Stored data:
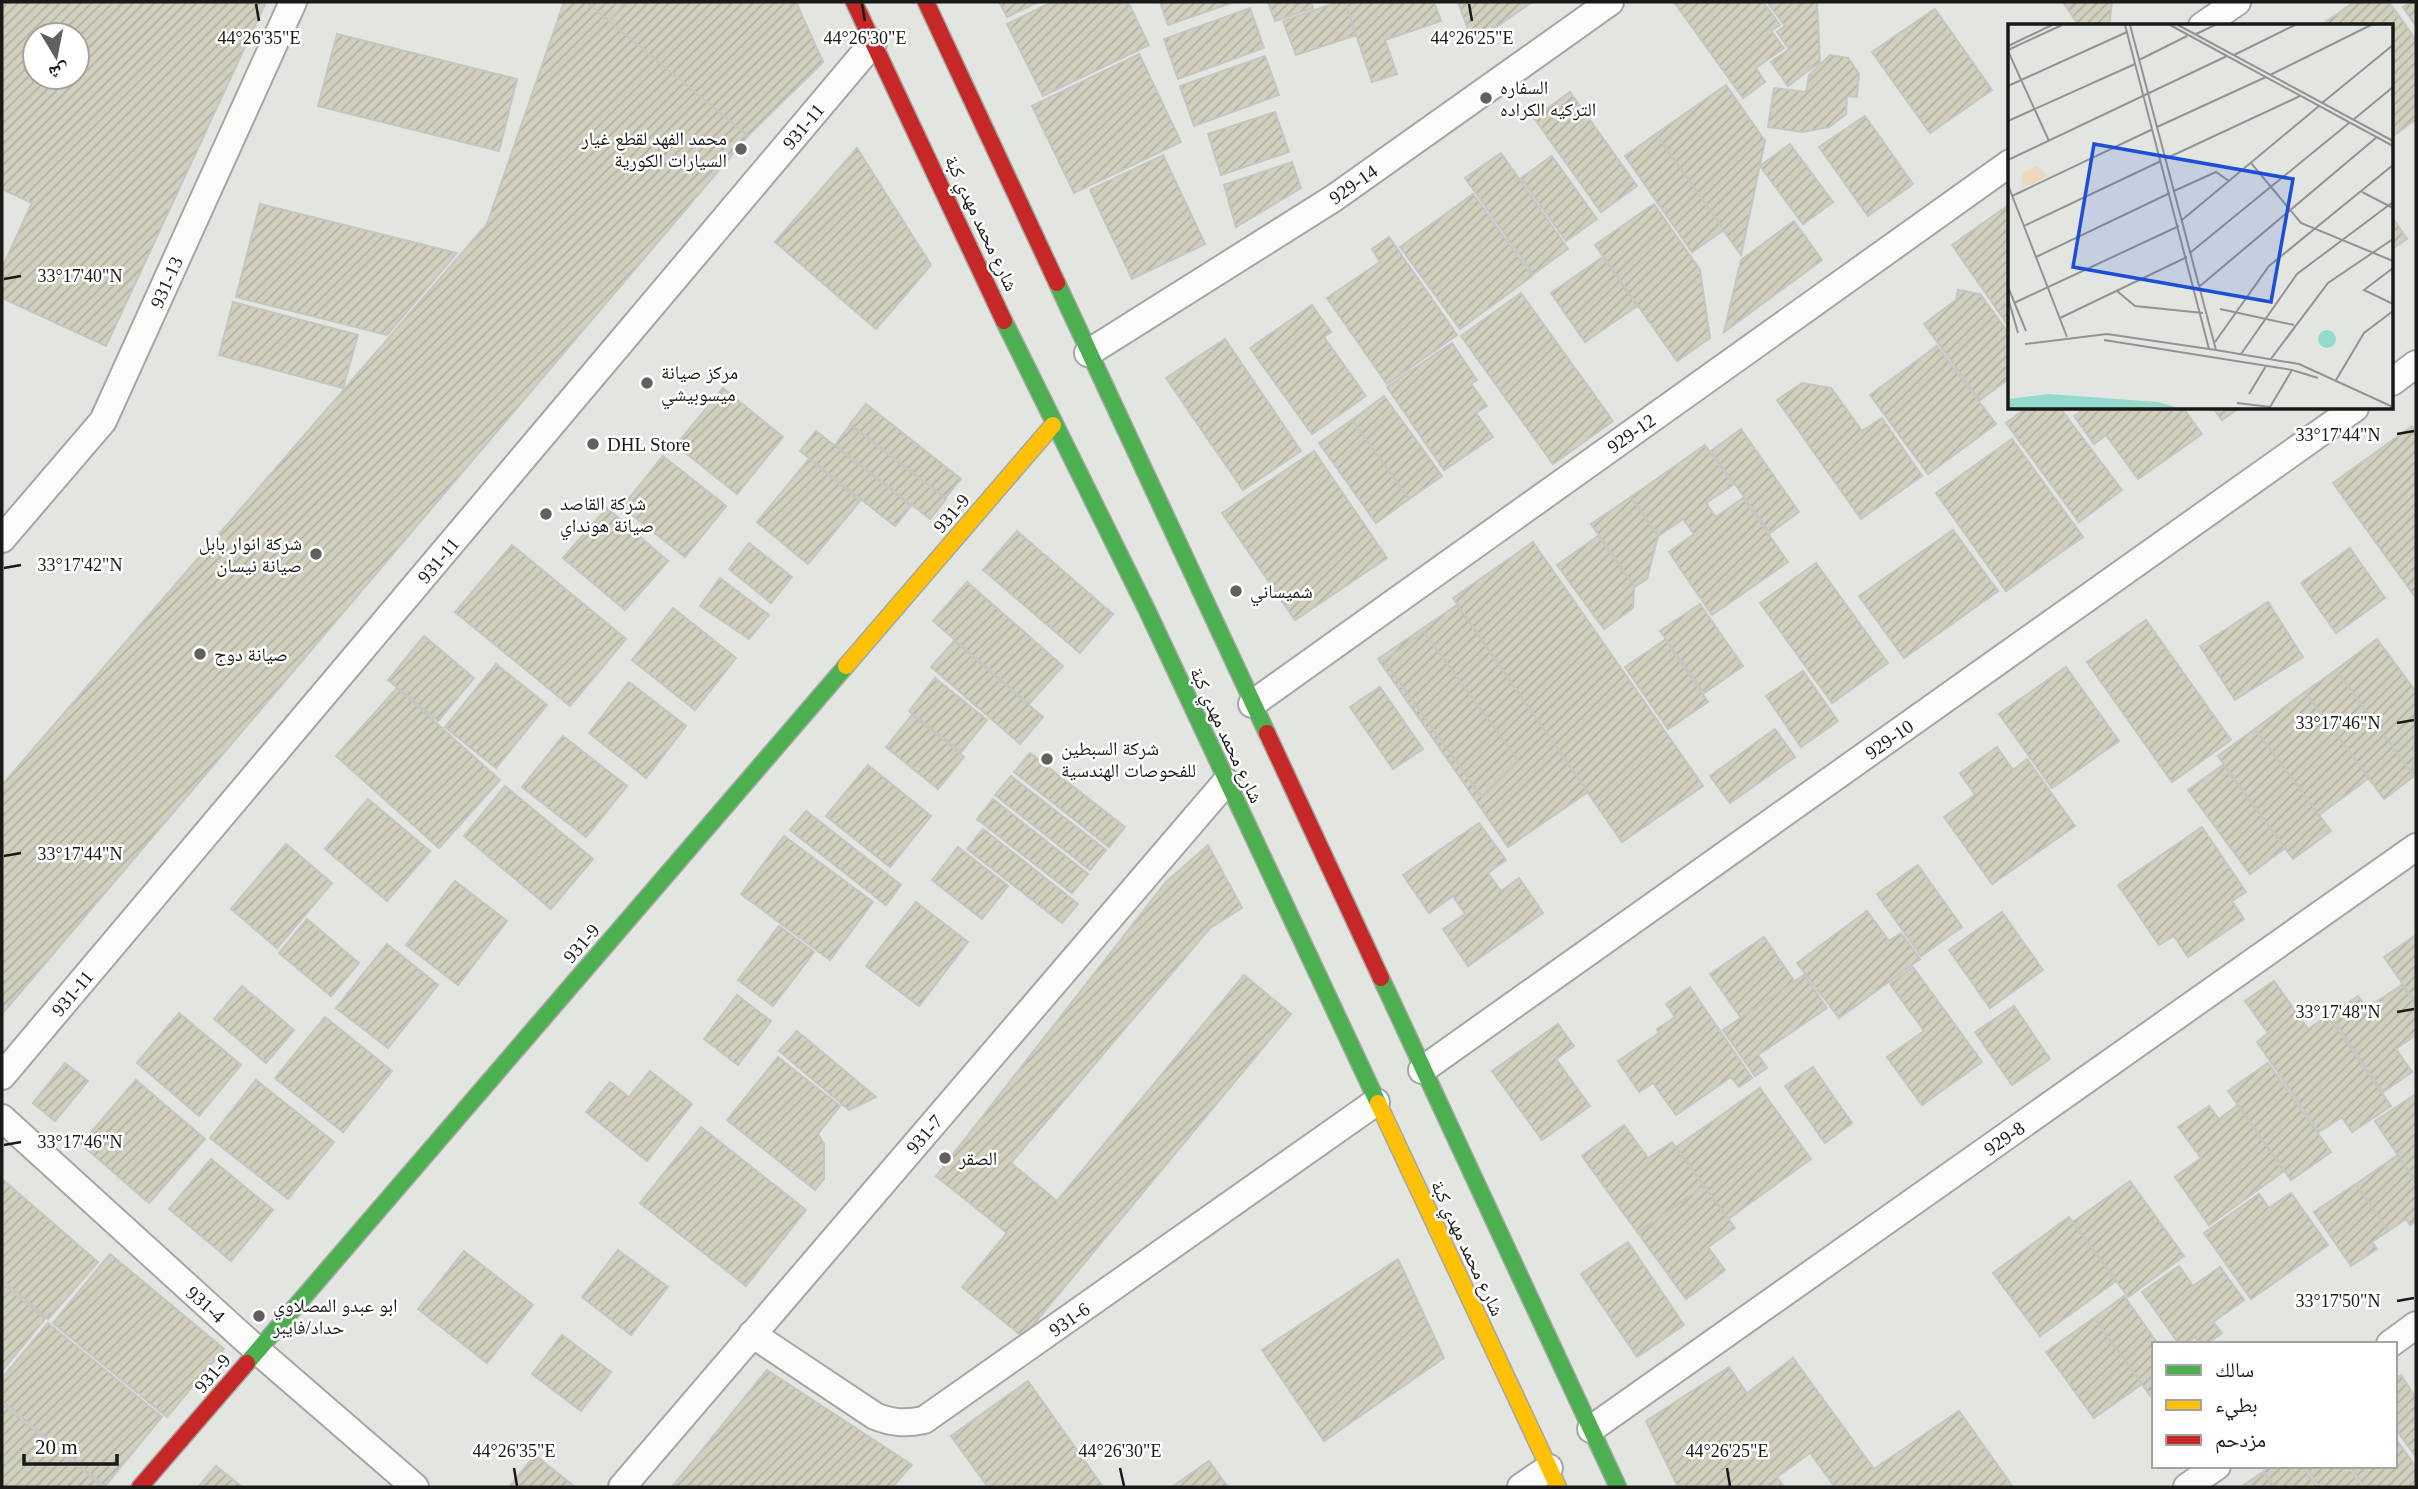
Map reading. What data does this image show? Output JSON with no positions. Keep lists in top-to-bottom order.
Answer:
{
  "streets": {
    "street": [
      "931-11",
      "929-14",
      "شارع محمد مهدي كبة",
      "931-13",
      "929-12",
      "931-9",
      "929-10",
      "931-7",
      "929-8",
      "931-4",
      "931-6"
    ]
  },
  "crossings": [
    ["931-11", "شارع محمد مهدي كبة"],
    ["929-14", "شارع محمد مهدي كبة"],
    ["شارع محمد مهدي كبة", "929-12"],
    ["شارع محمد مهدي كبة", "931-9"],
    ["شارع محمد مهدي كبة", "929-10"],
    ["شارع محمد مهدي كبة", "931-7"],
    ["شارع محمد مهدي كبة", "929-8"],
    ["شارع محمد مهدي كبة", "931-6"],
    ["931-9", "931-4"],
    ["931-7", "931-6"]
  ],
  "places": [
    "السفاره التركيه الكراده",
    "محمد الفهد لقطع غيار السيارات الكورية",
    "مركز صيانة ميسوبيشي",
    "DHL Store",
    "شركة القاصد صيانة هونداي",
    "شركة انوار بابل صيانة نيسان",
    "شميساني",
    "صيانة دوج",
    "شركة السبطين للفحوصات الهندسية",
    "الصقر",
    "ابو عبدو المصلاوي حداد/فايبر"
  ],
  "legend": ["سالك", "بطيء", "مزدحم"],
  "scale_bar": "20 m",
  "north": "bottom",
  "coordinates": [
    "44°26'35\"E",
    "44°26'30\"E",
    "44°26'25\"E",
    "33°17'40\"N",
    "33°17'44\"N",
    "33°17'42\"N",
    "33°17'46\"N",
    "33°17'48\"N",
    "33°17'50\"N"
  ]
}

*Required action*. What is needed is an exact copy of all the data, with no images in it.

*Solution to this exercise*.
Map reading. What data does this image show? Output JSON with no positions. Keep lists in top-to-bottom order.
Answer:
{
  "streets": {
    "street": [
      "931-11",
      "929-14",
      "شارع محمد مهدي كبة",
      "931-13",
      "929-12",
      "931-9",
      "929-10",
      "931-7",
      "929-8",
      "931-4",
      "931-6"
    ]
  },
  "crossings": [
    ["931-11", "شارع محمد مهدي كبة"],
    ["929-14", "شارع محمد مهدي كبة"],
    ["شارع محمد مهدي كبة", "929-12"],
    ["شارع محمد مهدي كبة", "931-9"],
    ["شارع محمد مهدي كبة", "929-10"],
    ["شارع محمد مهدي كبة", "931-7"],
    ["شارع محمد مهدي كبة", "929-8"],
    ["شارع محمد مهدي كبة", "931-6"],
    ["931-9", "931-4"],
    ["931-7", "931-6"]
  ],
  "places": [
    "السفاره التركيه الكراده",
    "محمد الفهد لقطع غيار السيارات الكورية",
    "مركز صيانة ميسوبيشي",
    "DHL Store",
    "شركة القاصد صيانة هونداي",
    "شركة انوار بابل صيانة نيسان",
    "شميساني",
    "صيانة دوج",
    "شركة السبطين للفحوصات الهندسية",
    "الصقر",
    "ابو عبدو المصلاوي حداد/فايبر"
  ],
  "legend": ["سالك", "بطيء", "مزدحم"],
  "scale_bar": "20 m",
  "north": "bottom",
  "coordinates": [
    "44°26'35\"E",
    "44°26'30\"E",
    "44°26'25\"E",
    "33°17'40\"N",
    "33°17'44\"N",
    "33°17'42\"N",
    "33°17'46\"N",
    "33°17'48\"N",
    "33°17'50\"N"
  ]
}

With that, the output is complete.